Information:
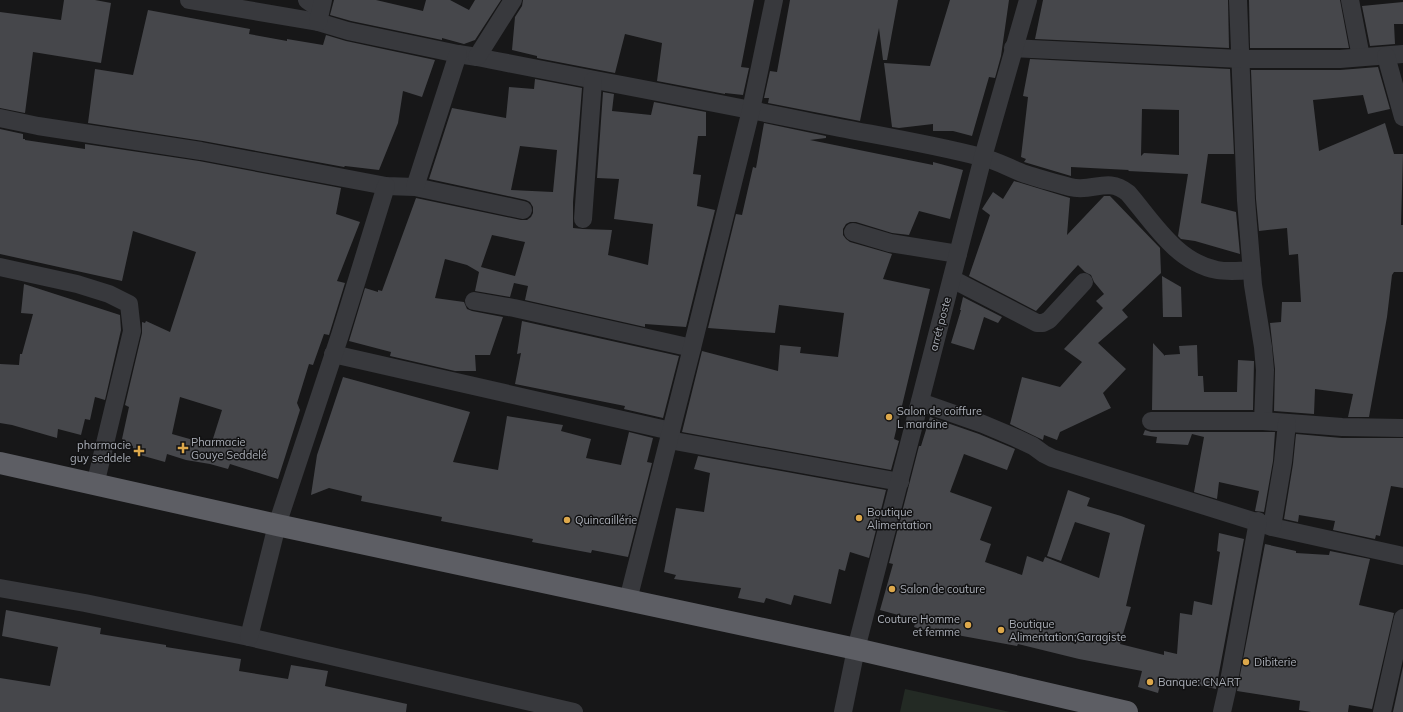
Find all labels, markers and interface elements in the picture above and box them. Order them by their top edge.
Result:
street label: arrét poste [926,295,954,353]
place label: Salon de coiffure L maraine [897,404,982,431]
marker: Salon de coiffure L maraine [884,412,894,422]
place label: Pharmacie Gouye Seddelé [191,435,267,462]
place label: pharmacie guy seddele [70,438,131,465]
marker: Pharmacie Gouye Seddelé [178,443,188,453]
marker: pharmacie guy seddele [134,446,144,456]
place label: Boutique Alimentation [867,505,932,532]
place label: Quincaillérie [575,513,637,527]
marker: Boutique Alimentation [854,513,864,523]
marker: Quincaillérie [562,515,572,525]
place label: Salon de couture [900,582,985,596]
marker: Salon de couture [887,584,897,594]
place label: Couture Homme et femme [877,612,960,639]
place label: Boutique Alimentation;Garagiste [1009,617,1126,644]
marker: Couture Homme et femme [963,620,973,630]
marker: Boutique Alimentation;Garagiste [996,625,1006,635]
place label: Dibiterie [1254,655,1296,669]
marker: Dibiterie [1241,657,1251,667]
place label: Banque: CNART [1158,675,1241,689]
marker: Banque: CNART [1145,677,1155,687]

Assigned task: The pictures stay out; please reproduce everything else in the entries exactly.

Answer box:
Find all labels, markers and interface elements in the picture above and box them. Order them by their top edge.
Result:
street label: arrét poste [926,295,954,353]
place label: Salon de coiffure L maraine [897,404,982,431]
marker: Salon de coiffure L maraine [884,412,894,422]
place label: Pharmacie Gouye Seddelé [191,435,267,462]
place label: pharmacie guy seddele [70,438,131,465]
marker: Pharmacie Gouye Seddelé [178,443,188,453]
marker: pharmacie guy seddele [134,446,144,456]
place label: Boutique Alimentation [867,505,932,532]
place label: Quincaillérie [575,513,637,527]
marker: Boutique Alimentation [854,513,864,523]
marker: Quincaillérie [562,515,572,525]
place label: Salon de couture [900,582,985,596]
marker: Salon de couture [887,584,897,594]
place label: Couture Homme et femme [877,612,960,639]
place label: Boutique Alimentation;Garagiste [1009,617,1126,644]
marker: Couture Homme et femme [963,620,973,630]
marker: Boutique Alimentation;Garagiste [996,625,1006,635]
place label: Dibiterie [1254,655,1296,669]
marker: Dibiterie [1241,657,1251,667]
place label: Banque: CNART [1158,675,1241,689]
marker: Banque: CNART [1145,677,1155,687]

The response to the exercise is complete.